VMLI is only available to Servicemembers and Veterans with severe service-connected disabilities who:

  • Received Specially Adapted Housing (SAH) grant to help build, remodel, or purchase a home, AND
  • Have the title to the home, AND
  • Have a mortgage on the home

Veterans must apply for VMLI before their 70th birthday.

Benefits

VMLI provides up to $200,000 mortgage life insurance and is payable only to the mortgage holder (i.e. a bank or mortgage lender), not to a beneficiary. The amount of coverage will equal the amount of the mortgage still owed, but the maximum can never exceed $200,000. VMLI is decreasing term insurance which reduces as the mortgage balance declines. VMLI has no loan or cash values and does not pay dividends.

Cost/Rates

To determine your VMLI premium amount consult the VMLI Premium Calculator.

Applying for VMLI

Servicemembers or Veterans who receive a grant for the purchase of Specially Adapted Housing are advised by Loan Guaranty personnel at their interview of their eligibility for VMLI to cover the unpaid mortgage on their home.

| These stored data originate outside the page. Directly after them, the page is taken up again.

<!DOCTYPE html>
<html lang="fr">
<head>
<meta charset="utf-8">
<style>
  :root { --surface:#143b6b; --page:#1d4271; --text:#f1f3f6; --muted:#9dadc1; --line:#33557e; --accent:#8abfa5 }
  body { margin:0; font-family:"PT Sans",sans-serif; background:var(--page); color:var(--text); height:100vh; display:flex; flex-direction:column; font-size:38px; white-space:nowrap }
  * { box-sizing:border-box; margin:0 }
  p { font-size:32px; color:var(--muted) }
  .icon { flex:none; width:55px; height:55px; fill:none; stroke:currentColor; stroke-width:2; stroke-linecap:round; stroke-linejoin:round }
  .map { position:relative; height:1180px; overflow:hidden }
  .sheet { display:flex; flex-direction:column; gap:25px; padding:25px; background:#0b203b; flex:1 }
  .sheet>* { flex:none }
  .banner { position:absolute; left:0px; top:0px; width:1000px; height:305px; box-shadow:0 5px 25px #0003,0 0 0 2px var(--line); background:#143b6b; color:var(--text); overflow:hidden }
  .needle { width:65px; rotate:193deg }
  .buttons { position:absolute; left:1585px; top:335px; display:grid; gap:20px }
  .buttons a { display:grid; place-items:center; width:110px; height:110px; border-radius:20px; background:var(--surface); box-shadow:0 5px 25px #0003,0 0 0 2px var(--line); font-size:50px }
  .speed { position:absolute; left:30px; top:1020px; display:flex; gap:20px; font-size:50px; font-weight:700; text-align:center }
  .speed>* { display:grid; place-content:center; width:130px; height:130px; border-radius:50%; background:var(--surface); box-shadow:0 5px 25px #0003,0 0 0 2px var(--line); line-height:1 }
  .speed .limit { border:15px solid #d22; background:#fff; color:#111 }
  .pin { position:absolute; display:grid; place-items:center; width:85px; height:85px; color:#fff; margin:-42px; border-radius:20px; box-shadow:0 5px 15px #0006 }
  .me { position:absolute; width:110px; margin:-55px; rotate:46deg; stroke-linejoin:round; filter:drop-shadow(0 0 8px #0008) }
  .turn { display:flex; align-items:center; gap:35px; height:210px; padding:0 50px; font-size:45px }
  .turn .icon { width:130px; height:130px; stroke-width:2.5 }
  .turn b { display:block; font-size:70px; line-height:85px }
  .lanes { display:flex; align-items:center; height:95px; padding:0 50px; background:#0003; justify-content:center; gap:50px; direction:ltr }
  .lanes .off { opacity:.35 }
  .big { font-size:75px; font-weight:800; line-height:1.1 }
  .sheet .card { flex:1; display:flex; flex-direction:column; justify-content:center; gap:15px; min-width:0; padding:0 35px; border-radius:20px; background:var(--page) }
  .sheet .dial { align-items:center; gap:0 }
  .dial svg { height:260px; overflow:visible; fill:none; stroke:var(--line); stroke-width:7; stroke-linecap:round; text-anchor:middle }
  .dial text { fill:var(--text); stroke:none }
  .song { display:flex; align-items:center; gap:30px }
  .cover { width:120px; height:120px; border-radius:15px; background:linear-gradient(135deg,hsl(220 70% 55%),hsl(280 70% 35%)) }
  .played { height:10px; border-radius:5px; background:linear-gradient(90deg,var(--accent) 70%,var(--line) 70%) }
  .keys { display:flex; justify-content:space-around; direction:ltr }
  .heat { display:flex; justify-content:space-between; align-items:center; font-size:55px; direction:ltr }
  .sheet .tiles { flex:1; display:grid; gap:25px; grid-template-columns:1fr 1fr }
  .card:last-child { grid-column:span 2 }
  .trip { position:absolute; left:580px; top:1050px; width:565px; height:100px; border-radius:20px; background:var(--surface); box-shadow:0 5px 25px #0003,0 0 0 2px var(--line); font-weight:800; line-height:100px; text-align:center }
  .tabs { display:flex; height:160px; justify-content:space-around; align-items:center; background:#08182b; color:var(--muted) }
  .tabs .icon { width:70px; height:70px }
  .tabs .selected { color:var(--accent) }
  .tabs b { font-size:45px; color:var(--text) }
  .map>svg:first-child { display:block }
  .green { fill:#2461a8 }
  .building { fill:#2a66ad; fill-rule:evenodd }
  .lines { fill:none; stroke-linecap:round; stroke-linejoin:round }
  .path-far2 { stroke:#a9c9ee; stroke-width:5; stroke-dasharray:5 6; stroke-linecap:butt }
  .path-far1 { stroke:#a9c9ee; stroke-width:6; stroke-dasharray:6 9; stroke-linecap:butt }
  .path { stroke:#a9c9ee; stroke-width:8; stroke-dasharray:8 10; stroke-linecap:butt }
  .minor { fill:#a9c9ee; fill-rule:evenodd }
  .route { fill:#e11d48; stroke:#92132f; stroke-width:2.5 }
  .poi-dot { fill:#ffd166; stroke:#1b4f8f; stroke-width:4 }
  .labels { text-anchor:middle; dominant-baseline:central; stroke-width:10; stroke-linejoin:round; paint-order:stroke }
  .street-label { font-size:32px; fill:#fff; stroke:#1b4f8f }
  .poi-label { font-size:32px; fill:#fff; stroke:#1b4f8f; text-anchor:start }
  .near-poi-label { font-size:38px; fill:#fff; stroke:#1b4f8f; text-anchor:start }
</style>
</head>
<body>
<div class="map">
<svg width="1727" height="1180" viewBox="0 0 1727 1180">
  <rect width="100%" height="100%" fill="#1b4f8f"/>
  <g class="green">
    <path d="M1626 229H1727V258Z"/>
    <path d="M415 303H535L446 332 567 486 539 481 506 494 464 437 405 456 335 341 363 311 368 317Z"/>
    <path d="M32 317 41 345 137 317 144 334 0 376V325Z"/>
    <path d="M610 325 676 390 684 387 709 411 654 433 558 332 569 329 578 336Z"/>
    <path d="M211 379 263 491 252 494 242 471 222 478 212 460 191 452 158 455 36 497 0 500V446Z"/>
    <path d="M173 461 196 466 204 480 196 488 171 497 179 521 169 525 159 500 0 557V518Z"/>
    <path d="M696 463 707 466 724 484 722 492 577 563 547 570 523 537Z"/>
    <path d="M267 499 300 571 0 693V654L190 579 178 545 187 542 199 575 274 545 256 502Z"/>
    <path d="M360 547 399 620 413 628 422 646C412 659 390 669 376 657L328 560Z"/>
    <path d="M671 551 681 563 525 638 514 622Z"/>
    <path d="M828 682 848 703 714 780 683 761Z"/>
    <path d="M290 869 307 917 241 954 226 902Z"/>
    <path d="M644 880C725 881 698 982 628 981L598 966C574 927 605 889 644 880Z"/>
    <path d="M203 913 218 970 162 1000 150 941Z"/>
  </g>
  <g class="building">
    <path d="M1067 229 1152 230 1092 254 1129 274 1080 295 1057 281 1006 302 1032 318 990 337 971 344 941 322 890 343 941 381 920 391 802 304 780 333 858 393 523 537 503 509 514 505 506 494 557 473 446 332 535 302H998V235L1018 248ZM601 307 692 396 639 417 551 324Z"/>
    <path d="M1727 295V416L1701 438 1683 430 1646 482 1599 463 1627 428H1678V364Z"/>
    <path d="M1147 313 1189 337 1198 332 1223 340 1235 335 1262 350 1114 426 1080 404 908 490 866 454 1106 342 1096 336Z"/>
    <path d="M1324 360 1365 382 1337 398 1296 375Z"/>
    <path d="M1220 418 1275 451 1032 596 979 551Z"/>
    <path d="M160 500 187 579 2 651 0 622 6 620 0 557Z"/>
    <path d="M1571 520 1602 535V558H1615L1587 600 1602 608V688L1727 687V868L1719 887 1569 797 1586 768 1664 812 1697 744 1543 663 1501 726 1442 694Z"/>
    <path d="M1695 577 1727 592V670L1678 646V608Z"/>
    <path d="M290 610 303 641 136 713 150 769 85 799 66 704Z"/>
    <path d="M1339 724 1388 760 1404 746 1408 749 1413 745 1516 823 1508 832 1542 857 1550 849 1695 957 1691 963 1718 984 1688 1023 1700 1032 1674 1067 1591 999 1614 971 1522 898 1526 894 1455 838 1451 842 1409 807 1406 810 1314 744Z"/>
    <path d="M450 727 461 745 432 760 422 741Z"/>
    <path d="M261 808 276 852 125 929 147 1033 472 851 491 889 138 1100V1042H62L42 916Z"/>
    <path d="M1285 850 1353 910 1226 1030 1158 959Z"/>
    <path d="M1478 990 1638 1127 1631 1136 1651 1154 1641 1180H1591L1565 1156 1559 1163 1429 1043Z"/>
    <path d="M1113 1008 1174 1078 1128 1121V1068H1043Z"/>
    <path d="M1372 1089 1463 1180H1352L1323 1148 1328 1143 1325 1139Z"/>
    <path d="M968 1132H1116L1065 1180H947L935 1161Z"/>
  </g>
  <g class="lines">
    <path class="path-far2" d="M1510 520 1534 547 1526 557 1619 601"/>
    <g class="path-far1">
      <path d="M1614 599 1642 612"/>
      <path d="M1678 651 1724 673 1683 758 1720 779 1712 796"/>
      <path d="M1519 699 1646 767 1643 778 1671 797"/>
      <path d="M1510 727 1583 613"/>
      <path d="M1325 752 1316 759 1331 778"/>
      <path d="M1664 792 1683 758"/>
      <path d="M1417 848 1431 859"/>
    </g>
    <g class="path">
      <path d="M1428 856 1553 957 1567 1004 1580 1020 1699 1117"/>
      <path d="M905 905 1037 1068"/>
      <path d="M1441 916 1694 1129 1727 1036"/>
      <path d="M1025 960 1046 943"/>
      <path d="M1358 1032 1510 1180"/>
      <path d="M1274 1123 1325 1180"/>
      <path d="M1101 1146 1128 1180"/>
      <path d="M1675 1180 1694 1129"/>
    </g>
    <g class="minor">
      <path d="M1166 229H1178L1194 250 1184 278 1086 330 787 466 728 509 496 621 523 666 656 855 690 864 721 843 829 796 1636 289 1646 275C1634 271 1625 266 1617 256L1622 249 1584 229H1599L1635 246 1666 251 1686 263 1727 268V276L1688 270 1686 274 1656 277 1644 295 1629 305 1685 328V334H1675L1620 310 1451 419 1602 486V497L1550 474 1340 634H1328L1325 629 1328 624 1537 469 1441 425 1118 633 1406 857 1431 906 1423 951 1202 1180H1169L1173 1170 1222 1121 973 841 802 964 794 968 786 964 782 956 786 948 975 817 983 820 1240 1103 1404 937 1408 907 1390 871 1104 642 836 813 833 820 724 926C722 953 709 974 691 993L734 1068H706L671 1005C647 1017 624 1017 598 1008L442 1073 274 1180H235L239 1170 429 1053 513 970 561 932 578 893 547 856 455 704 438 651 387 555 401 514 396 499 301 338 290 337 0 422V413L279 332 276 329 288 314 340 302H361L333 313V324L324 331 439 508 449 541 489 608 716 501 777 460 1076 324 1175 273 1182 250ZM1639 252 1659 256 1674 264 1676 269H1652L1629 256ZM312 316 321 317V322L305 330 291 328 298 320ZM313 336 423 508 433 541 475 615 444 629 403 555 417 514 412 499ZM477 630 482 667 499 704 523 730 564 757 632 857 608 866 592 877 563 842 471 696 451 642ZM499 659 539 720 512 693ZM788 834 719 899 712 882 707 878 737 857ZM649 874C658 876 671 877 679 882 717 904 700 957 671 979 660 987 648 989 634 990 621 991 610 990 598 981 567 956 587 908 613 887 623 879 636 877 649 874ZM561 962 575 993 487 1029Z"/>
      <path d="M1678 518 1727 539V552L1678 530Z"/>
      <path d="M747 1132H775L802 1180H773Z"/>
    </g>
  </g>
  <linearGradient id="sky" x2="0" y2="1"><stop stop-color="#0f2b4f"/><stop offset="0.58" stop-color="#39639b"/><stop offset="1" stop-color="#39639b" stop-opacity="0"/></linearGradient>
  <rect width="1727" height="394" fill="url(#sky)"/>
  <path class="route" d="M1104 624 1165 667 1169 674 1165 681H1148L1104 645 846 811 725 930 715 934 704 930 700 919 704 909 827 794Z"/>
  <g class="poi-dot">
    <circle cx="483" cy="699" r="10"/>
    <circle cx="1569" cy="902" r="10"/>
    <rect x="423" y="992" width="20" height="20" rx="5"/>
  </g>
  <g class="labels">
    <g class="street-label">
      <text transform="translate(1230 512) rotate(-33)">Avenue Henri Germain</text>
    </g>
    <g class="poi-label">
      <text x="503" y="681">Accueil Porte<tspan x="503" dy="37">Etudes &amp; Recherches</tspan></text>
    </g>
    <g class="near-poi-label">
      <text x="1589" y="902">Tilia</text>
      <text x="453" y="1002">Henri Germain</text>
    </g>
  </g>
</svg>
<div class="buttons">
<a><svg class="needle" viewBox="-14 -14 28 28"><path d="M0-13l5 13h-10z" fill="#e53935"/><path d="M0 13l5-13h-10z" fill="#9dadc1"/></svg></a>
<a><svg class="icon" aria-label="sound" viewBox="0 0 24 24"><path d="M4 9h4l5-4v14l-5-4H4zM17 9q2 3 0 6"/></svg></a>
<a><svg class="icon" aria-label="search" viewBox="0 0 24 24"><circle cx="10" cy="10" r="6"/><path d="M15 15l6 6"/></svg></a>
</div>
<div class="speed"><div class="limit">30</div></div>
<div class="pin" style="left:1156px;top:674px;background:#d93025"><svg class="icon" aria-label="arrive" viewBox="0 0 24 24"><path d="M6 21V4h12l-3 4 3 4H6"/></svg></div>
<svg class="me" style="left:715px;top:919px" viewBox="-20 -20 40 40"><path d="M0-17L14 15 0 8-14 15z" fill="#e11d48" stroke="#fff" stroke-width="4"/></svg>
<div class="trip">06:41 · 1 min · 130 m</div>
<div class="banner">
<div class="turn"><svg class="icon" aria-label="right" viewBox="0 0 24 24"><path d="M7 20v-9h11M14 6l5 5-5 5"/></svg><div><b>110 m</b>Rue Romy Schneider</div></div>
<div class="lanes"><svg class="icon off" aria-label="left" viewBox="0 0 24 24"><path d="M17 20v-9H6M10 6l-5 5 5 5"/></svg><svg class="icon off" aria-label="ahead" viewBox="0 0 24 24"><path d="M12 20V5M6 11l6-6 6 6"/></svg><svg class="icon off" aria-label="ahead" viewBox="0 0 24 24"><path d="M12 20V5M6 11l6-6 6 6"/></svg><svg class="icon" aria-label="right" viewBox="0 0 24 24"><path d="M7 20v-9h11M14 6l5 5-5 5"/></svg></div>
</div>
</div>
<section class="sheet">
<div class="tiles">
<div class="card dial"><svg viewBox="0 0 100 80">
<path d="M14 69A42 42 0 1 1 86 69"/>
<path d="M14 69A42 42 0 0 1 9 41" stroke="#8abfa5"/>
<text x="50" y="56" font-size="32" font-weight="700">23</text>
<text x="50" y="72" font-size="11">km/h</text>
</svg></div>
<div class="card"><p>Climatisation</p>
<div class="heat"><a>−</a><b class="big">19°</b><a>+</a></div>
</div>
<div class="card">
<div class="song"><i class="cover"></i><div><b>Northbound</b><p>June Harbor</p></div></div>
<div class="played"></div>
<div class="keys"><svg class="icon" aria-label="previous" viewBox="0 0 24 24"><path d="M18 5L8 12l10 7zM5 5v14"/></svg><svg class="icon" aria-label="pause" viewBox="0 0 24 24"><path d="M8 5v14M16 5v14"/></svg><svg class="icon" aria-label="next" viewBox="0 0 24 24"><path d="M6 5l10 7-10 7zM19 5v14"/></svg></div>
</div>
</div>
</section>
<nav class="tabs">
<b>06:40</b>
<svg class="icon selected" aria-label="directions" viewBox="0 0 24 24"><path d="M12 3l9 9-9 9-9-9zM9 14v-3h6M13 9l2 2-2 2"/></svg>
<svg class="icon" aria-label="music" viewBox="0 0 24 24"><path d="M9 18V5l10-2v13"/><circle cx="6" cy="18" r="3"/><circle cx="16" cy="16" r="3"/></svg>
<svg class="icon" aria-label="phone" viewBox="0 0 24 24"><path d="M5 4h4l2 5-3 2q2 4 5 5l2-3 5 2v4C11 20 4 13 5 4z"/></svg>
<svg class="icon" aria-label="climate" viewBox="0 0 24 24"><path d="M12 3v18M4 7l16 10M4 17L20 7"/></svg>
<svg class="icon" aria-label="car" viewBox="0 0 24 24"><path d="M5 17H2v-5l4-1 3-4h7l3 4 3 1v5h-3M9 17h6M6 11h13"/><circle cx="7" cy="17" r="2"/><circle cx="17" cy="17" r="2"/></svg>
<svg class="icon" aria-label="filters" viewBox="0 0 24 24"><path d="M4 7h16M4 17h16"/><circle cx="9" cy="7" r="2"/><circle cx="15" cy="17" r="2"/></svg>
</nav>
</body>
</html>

The Specially Adapted Housing Agent will help the Servicemember or Veteran complete VA Form 29-8636, Application for Veterans’ Mortgage Life Insurance. If a Servicemember or Veteran does not apply for VMLI coverage at that time, VA will send a letter informing them that they are eligible for such coverage. In addition to completing VA Form 29-8636. the Servicemember or Veteran must provide information about their current mortgage.